#### Activity:
What is the number of lines in the entries that include the word "Margaret"? Respond with the number only.

[Opening Given data section]

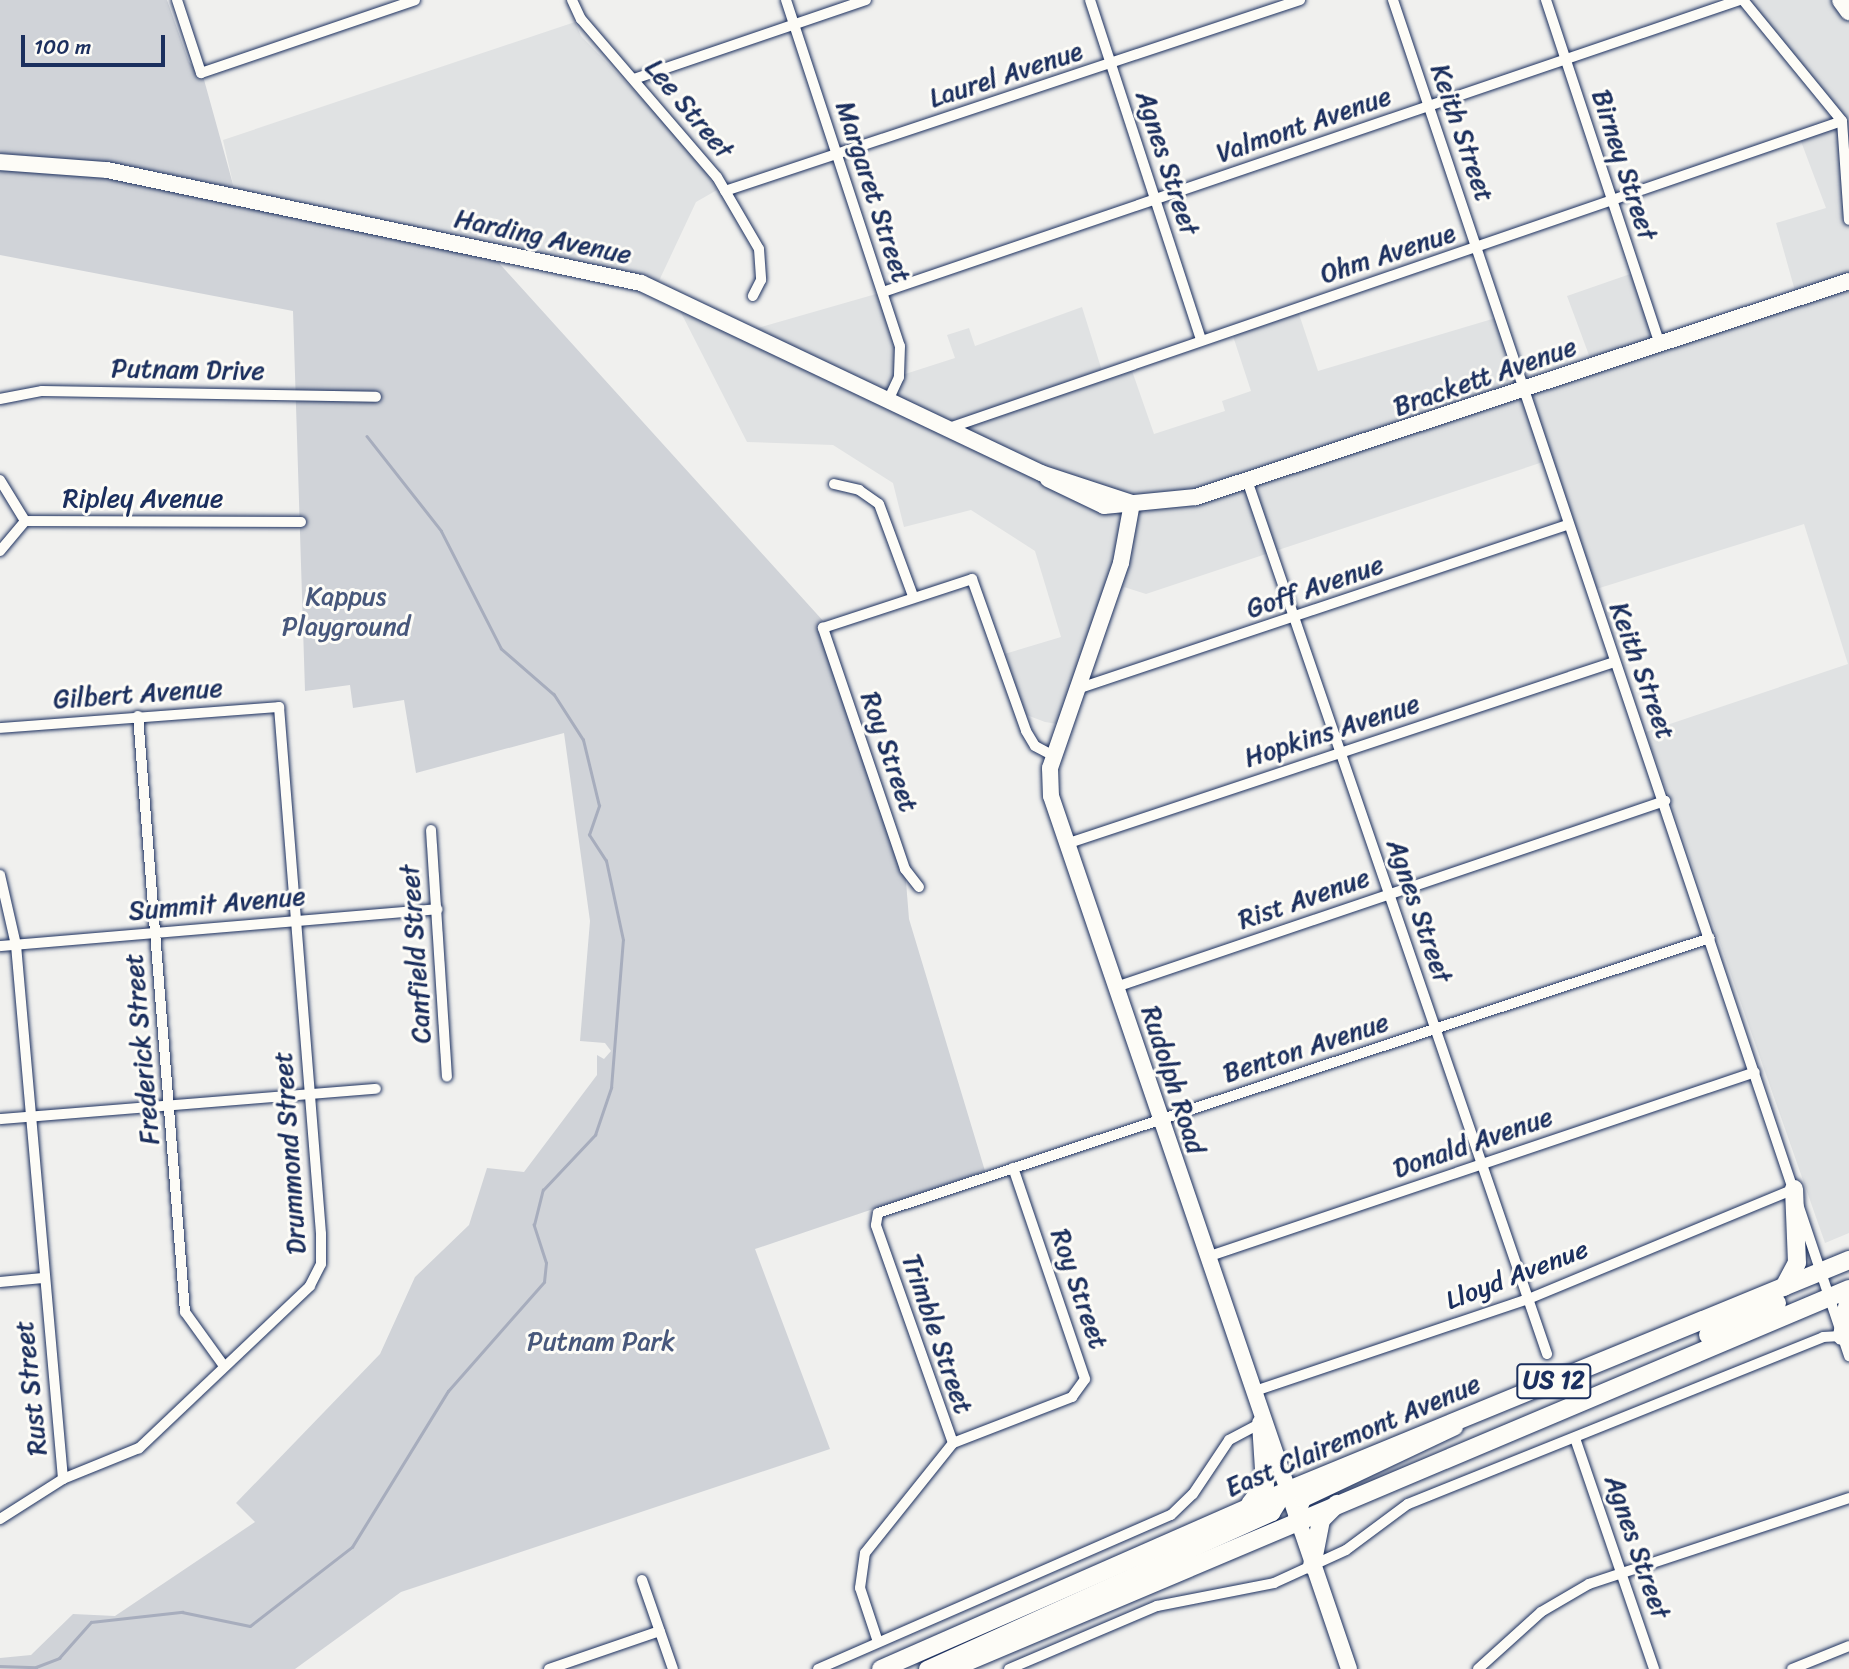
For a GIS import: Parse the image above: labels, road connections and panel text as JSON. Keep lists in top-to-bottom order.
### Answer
{
  "streets": {
    "main road": [
      "Harding Avenue",
      "Brackett Avenue",
      "Rudolph Road",
      "US 12",
      "East Clairemont Avenue"
    ],
    "street": [
      "Laurel Avenue",
      "Lee Street",
      "Valmont Avenue",
      "Keith Street",
      "Agnes Street",
      "Birney Street",
      "Margaret Street",
      "Ohm Avenue",
      "Putnam Drive",
      "Ripley Avenue",
      "Goff Avenue",
      "Gilbert Avenue",
      "Hopkins Avenue",
      "Roy Street",
      "Rist Avenue",
      "Summit Avenue",
      "Canfield Street",
      "Benton Avenue",
      "Frederick Street",
      "Donald Avenue",
      "Drummond Street",
      "Lloyd Avenue",
      "Trimble Street",
      "Rust Street"
    ]
  },
  "crossings": [
    ["Laurel Avenue", "Lee Street"],
    ["Laurel Avenue", "Agnes Street"],
    ["Laurel Avenue", "Margaret Street"],
    ["Valmont Avenue", "Keith Street"],
    ["Valmont Avenue", "Agnes Street"],
    ["Valmont Avenue", "Birney Street"],
    ["Valmont Avenue", "Margaret Street"],
    ["Keith Street", "Ohm Avenue"],
    ["Keith Street", "Brackett Avenue"],
    ["Keith Street", "Goff Avenue"],
    ["Keith Street", "Hopkins Avenue"],
    ["Keith Street", "Rist Avenue"],
    ["Keith Street", "Benton Avenue"],
    ["Keith Street", "Donald Avenue"],
    ["Keith Street", "Lloyd Avenue"],
    ["Keith Street", "East Clairemont Avenue"],
    ["Agnes Street", "Ohm Avenue"],
    ["Agnes Street", "Brackett Avenue"],
    ["Agnes Street", "Goff Avenue"],
    ["Agnes Street", "Hopkins Avenue"],
    ["Agnes Street", "Rist Avenue"],
    ["Agnes Street", "Benton Avenue"],
    ["Agnes Street", "Donald Avenue"],
    ["Agnes Street", "Lloyd Avenue"],
    ["Birney Street", "Ohm Avenue"],
    ["Birney Street", "Brackett Avenue"],
    ["Margaret Street", "Harding Avenue"],
    ["Harding Avenue", "Ohm Avenue"],
    ["Harding Avenue", "Brackett Avenue"],
    ["Harding Avenue", "Rudolph Road"],
    ["Brackett Avenue", "Rudolph Road"],
    ["Goff Avenue", "Rudolph Road"],
    ["Gilbert Avenue", "Frederick Street"],
    ["Gilbert Avenue", "Drummond Street"],
    ["Hopkins Avenue", "Rudolph Road"],
    ["Roy Street", "Benton Avenue"],
    ["Roy Street", "Trimble Street"],
    ["Rist Avenue", "Rudolph Road"],
    ["Summit Avenue", "Canfield Street"],
    ["Summit Avenue", "Frederick Street"],
    ["Summit Avenue", "Drummond Street"],
    ["Summit Avenue", "Rust Street"],
    ["Benton Avenue", "Rudolph Road"],
    ["Benton Avenue", "Trimble Street"],
    ["Frederick Street", "Drummond Street"],
    ["Rudolph Road", "Donald Avenue"],
    ["Rudolph Road", "Lloyd Avenue"],
    ["Rudolph Road", "East Clairemont Avenue"],
    ["Drummond Street", "Rust Street"]
  ],
  "parks": ["Kappus Playground", "Putnam Park"],
  "scale_bar": "100 m"
}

[Closing Given data section]

#### Response box:
4